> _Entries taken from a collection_
###
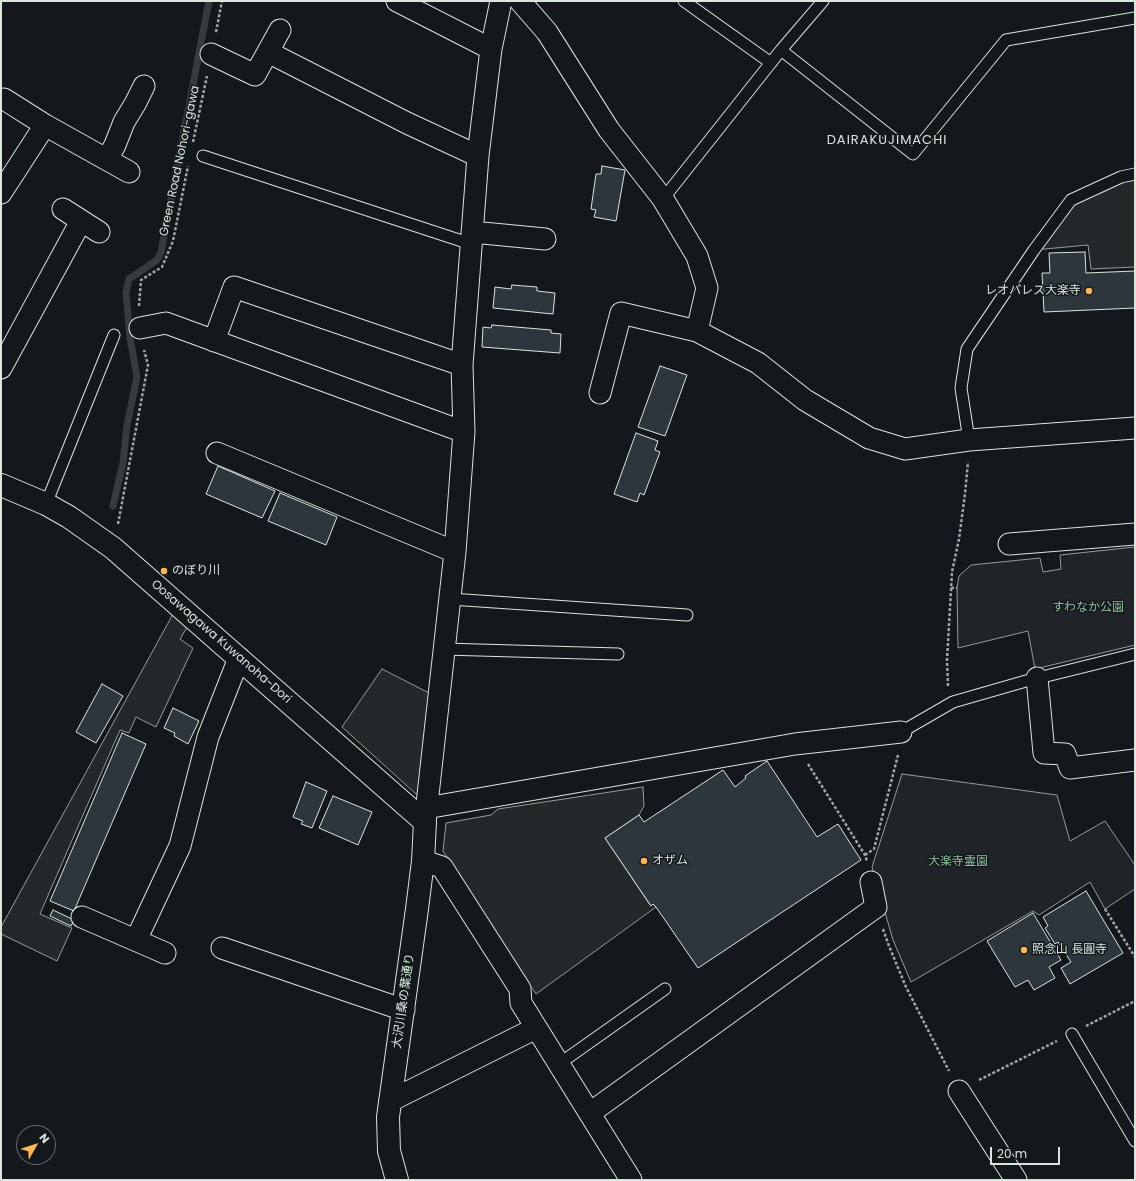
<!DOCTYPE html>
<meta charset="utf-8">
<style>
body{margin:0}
#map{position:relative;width:1136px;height:1181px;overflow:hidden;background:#14181c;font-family:Poppins,sans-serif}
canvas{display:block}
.frame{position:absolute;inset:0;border:2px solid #d8e6dc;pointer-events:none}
.north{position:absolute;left:16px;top:1125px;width:40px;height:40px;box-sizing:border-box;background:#14181c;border:1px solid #626a69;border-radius:50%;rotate:51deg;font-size:11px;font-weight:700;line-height:16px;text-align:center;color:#d8e6dc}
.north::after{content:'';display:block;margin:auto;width:14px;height:18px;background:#ffb74d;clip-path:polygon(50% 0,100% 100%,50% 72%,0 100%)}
.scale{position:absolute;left:990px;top:1147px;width:70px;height:18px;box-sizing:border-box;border:2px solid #d8e6dc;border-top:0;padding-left:5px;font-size:12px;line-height:14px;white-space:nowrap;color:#d8e6dc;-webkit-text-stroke:3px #14181c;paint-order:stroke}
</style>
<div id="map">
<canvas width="1136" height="1181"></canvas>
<div class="frame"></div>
<div class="north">N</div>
<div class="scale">20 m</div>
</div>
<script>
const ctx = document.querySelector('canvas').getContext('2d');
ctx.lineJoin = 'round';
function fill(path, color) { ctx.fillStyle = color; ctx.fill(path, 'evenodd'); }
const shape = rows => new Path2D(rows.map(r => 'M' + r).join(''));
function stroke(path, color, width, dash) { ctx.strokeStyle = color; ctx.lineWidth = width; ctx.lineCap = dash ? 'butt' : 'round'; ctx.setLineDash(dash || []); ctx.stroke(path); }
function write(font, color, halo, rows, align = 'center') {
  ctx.font = font + ' Poppins,"Noto Sans JP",sans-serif'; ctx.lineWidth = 3; ctx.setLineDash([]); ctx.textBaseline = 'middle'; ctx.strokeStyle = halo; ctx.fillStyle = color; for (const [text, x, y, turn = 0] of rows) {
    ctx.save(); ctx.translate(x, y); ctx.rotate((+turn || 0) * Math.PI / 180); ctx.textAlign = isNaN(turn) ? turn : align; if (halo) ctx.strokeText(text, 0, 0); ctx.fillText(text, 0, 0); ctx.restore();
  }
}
const green = shape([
 [1135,547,1135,645,1035,669,1028,631,958,648,957,588,959,576,971,565,1040,558,1043,572,1061,569,1060,555,1135,547],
 [902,774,1057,795,1070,841,1105,821,1135,865,1135,889,1105,909,1090,882,1039,915,1033,911,911,982,893,940,872,867,902,774]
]);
fill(green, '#202428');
stroke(green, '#939e99', 1);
const parking = shape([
 [1135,174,1135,267,1091,269,1088,245,1034,250,1071,200,1135,174],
 [178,605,193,617,180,639,193,648,156,727,136,717,129,733,120,730,40,914,72,928,57,961,1,934,1,927,178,605],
 [382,669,431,694,423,791,416,794,342,727,382,669],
 [643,787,644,806,639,815,605,838,650,905,653,904,656,907,536,994,443,851,446,823,491,815,498,809,643,787]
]);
fill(parking, '#24282b');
stroke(parking, '#939e99', 1);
stroke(shape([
 [113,506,123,463,127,425,137,377,130,338,126,293,129,279,157,260,161,252,209,1]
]), '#363b3e', 7);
const building = shape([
 [602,166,625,170,616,221,594,217,596,210,591,209,596,174,601,174,602,166],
 [1085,252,1086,273,1135,271,1135,308,1044,312,1042,273,1050,273,1049,253,1085,252],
 [512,285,537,287,537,291,555,293,553,314,493,308,495,287,511,289,512,285],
 [492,325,551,330,551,333,561,334,560,353,482,347,483,327,491,328,492,325],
 [660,366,687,375,665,436,638,427,660,366],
 [636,433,658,441,655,450,660,452,644,495,640,493,637,502,614,494,636,433],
 [218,466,275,491,262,518,206,494,218,466],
 [280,493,337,517,326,545,268,521,280,493],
 [102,684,123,696,96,743,76,732,102,684],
 [173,708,199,721,188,744,174,736,175,733,164,728,173,708],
 [122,733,146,744,74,911,50,901,122,733],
 [767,761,817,837,838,824,861,860,698,968,656,907,653,904,651,906,605,838,639,815,644,822,723,770,735,787,746,778,745,776,767,761],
 [306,782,327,791,312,828,301,824,303,821,293,817,306,782],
 [333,796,372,812,358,845,319,828,333,796],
 [1086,891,1123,953,1070,984,1061,968,1071,962,1058,942,1055,944,1045,928,1048,926,1043,917,1086,891],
 [53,910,74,920,71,926,50,916,53,910],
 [1033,913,1061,960,1049,967,1055,978,1034,990,1028,980,1015,987,987,941,1033,913]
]);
fill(building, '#2c363c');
stroke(building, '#d8e6dc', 1);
const lane = shape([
 [684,1,771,63],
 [781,50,913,154,1006,40,1135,18],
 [203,156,471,244],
 [663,199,781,50,823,1],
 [969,440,961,388,967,349,1034,250,1071,200,1121,177,1135,174],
 [46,504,114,335],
 [450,599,687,615],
 [444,649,618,654],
 [901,732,953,702,1026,681,1135,654],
 [1072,1034,1135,1141],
 [559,1064,665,989]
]);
const street = shape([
 [397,1,491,49],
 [520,1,547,32,609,130,663,199,697,256,707,288,697,331,758,363,805,400,869,438,905,449,969,440,1135,428],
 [268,52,407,123,478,156],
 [211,54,255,75,280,30],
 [4,99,45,125,129,172],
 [107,159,115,145,124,122,135,104,144,86],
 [1,193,45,125],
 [63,209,99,232],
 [472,232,545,239],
 [140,328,166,323,464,432],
 [214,341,234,287,462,365],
 [1,368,81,221],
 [600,393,621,313,697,331],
 [217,453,455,552],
 [1009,544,1135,534],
 [1037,678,1044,753,1065,754,1070,768,1135,760],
 [426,808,795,744,901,732],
 [425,822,455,552,464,432,462,365,478,156,491,49,501,1],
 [423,861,442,867,520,989,521,1003,631,1180],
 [82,917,165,953],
 [136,940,180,846,208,737,239,658],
 [222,948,404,1010],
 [959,1091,1016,1180],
 [390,1101,536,1028],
 [590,1113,876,907,871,882]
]);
const secondary = shape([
 [1,485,46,504,69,517,113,548,425,822,423,861,417,909,388,1117,389,1151,397,1180]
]);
stroke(lane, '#d8e6dc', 13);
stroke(street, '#d8e6dc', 23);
stroke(secondary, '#d8e6dc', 24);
stroke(shape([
 [216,32,222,1],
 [193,142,207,76],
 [139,306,141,280,162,267,173,241,188,166],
 [118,524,148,365,144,350],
 [951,588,957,588],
 [948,686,947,660,952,572,959,539,965,494,968,462],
 [808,764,865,855,867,861],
 [865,855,874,849,898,755],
 [1105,909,1135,957],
 [883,929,889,946,906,987,949,1071],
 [1086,1026,1135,1001],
 [979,1080,1057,1041]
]), '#9da8a2', 2.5, [3, 2]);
stroke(lane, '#14181c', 11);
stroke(street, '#14181c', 21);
stroke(secondary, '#14181c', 22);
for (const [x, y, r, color] of [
 [1089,291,4,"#ffb74d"],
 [164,571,4,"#ffb74d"],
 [644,861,4,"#ffb74d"],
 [1024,950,4,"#ffb74d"]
]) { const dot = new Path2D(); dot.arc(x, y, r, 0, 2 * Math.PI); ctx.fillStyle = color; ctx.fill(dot); stroke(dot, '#14181c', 1.5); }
write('12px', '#d8e6dc', '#14181c', [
 ["Green Road Nohori-gawa",180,161,-78],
 ["Oosawagawa Kuwanoha-Dori",221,642,41],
 ["大沢川桑の葉通り",404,1001,-82]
]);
write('12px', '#d8e6dc', '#14181c', [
 ["レオパレス大楽寺",1081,291,"right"],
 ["のぼり川",172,571],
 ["オザム",652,861],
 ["照念山 長圓寺",1032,950]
], 'left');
write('12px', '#8ac095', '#14181c', [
 ["すわなか公園",1088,608],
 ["大楽寺霊園",958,862]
]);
ctx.letterSpacing = '1px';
write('13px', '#d8e6dc', '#14181c', [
 ["DAIRAKUJIMACHI",887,141]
]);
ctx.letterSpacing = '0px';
</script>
###
> _What to work on_
Only the lines from the one containing "for (const [x, y, r, color]" through the last line above belong in your answer. Retype them exactly.

> _Exercise answer_
for (const [x, y, r, color] of [
 [1089,291,4,"#ffb74d"],
 [164,571,4,"#ffb74d"],
 [644,861,4,"#ffb74d"],
 [1024,950,4,"#ffb74d"]
]) { const dot = new Path2D(); dot.arc(x, y, r, 0, 2 * Math.PI); ctx.fillStyle = color; ctx.fill(dot); stroke(dot, '#14181c', 1.5); }
write('12px', '#d8e6dc', '#14181c', [
 ["Green Road Nohori-gawa",180,161,-78],
 ["Oosawagawa Kuwanoha-Dori",221,642,41],
 ["大沢川桑の葉通り",404,1001,-82]
]);
write('12px', '#d8e6dc', '#14181c', [
 ["レオパレス大楽寺",1081,291,"right"],
 ["のぼり川",172,571],
 ["オザム",652,861],
 ["照念山 長圓寺",1032,950]
], 'left');
write('12px', '#8ac095', '#14181c', [
 ["すわなか公園",1088,608],
 ["大楽寺霊園",958,862]
]);
ctx.letterSpacing = '1px';
write('13px', '#d8e6dc', '#14181c', [
 ["DAIRAKUJIMACHI",887,141]
]);
ctx.letterSpacing = '0px';
</script>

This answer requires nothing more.